▸ SOURCE INFORMATION
--- START ---

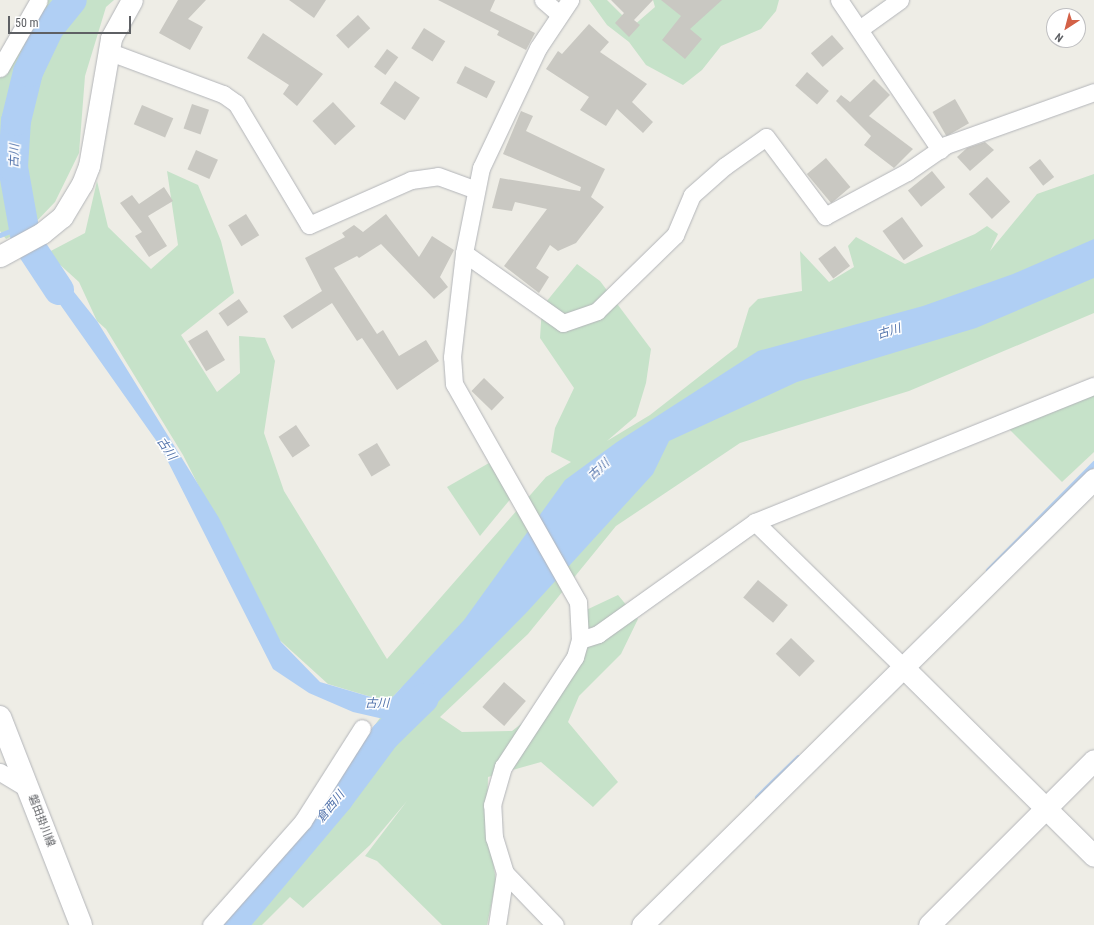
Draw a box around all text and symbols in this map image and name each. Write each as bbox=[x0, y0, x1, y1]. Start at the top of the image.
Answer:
scale bar bbox=[10, 8, 133, 34]
north arrow bbox=[1046, 8, 1086, 48]
text: 50 m bbox=[15, 16, 39, 30]
text: N bbox=[1053, 30, 1066, 45]
water label: 古川 bbox=[7, 144, 23, 168]
water label: 古川 bbox=[875, 322, 903, 342]
water label: 古川 bbox=[153, 435, 179, 463]
water label: 古川 bbox=[585, 457, 613, 483]
water label: 古川 bbox=[365, 697, 389, 711]
water label: 倉西川 bbox=[314, 788, 348, 826]
street label: 磐田掛川線 bbox=[25, 793, 57, 849]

--- END ---

▸ ACTIVITY
Exact wording is required throughout: write out all the records, but no pictures.

▸ RESPONSE BOX
Draw a box around all text and symbols in this map image and name each. Write each as bbox=[x0, y0, x1, y1]. Start at the top of the image.
Answer:
scale bar bbox=[10, 8, 133, 34]
north arrow bbox=[1046, 8, 1086, 48]
text: 50 m bbox=[15, 16, 39, 30]
text: N bbox=[1053, 30, 1066, 45]
water label: 古川 bbox=[7, 144, 23, 168]
water label: 古川 bbox=[875, 322, 903, 342]
water label: 古川 bbox=[153, 435, 179, 463]
water label: 古川 bbox=[585, 457, 613, 483]
water label: 古川 bbox=[365, 697, 389, 711]
water label: 倉西川 bbox=[314, 788, 348, 826]
street label: 磐田掛川線 bbox=[25, 793, 57, 849]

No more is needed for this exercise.